June 26, 2013
Lawyers wanting to challenge laws in Louisiana and 34 other states that ban same-sex marriage are likely to be looking at the U.S. Supreme Court ruling on the Defense of Marriage Act for legal ammunition, Tulane Law Professor Stephen Griffin said Wednesday (June 26).
“Other laws discriminatory toward gays could come under renewed pressure” as well, Griffin said during an interview with New Orleans’ Fox 8 News.
In a case from New York, U.S. v. Windsor, the justices said DOMA violates the 5th Amendment’s equal protection guarantee. Justice Anthony Kennedy wrote the opinion for the 5-4 majority, saying DOMA wrongly disadvantaged couples to whom some states had extended marital protections.
In a separate case, Hollingsworth v. Perry, a different 5-4 majority said that private individuals couldn’t use the courts to reinstate California’s ban on same-sex marriage when state officials chose not to defend the law, known as Proposition 8.
Now, same-sex marriage is legal in 13 states and the District of Columbia.
DOMA said that same-sex spouses in states where gay marriage is legal weren’t entitled to the same federal benefits as male-female spouses. More than 1,000 federal provisions were at issue, including Social Security, income tax, bankruptcy and veteran’s benefits.
Now, for instance, couples in states with legal same-sex marriage could file joint income tax returns.

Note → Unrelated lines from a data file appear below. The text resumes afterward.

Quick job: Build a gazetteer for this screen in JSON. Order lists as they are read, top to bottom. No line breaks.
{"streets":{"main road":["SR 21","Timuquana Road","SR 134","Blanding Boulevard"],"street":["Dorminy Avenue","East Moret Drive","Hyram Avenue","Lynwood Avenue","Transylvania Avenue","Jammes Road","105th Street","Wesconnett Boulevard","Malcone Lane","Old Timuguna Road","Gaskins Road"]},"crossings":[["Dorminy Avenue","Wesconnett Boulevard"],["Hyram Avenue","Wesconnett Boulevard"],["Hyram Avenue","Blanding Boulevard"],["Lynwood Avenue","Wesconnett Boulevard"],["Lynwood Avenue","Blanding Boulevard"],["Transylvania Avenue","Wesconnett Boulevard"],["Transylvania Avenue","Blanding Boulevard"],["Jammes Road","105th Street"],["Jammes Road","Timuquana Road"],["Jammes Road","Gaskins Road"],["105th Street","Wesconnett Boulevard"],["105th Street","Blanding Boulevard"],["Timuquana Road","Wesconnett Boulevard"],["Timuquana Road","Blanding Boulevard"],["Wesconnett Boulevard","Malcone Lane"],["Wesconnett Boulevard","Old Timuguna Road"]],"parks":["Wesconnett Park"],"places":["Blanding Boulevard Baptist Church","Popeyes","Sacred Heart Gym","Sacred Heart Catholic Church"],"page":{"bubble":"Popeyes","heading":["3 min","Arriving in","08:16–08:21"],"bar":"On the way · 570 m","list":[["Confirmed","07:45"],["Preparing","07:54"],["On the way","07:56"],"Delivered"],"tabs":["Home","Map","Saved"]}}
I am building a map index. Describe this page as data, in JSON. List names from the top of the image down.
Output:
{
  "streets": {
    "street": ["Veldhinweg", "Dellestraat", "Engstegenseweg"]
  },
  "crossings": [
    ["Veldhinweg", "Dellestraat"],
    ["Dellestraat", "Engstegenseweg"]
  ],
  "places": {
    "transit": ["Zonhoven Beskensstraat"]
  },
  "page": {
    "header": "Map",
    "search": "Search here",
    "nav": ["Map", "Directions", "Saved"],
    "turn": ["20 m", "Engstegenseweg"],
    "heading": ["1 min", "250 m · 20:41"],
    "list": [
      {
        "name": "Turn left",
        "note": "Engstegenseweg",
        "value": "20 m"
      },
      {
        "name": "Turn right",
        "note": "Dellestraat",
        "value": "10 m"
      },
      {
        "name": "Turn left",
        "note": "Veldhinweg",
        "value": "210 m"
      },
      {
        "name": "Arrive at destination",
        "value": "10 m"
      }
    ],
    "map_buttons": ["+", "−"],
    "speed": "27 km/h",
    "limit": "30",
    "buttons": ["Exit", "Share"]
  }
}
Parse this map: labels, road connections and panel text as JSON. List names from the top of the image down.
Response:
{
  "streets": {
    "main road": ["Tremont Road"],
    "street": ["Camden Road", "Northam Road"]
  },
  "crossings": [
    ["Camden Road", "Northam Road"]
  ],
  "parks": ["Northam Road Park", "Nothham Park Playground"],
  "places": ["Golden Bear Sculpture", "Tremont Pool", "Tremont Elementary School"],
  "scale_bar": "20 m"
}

“Those couples are just as married in the light of federal law as heterosexual couples,” Griffin said.
The ruling means a $363,000 tax refund for New York widow Edith Windsor. When her spouse died and left Windsor her estate, DOMA prevented Windsor from getting an estate tax exemption. Her lawsuit for a refund led to Wednesday’s ruling.
Griffin said the question now is whether Kennedy had opened the door to challenges to state bans on same-sex marriage. “I think he did open the door at least a little,” Griffin said.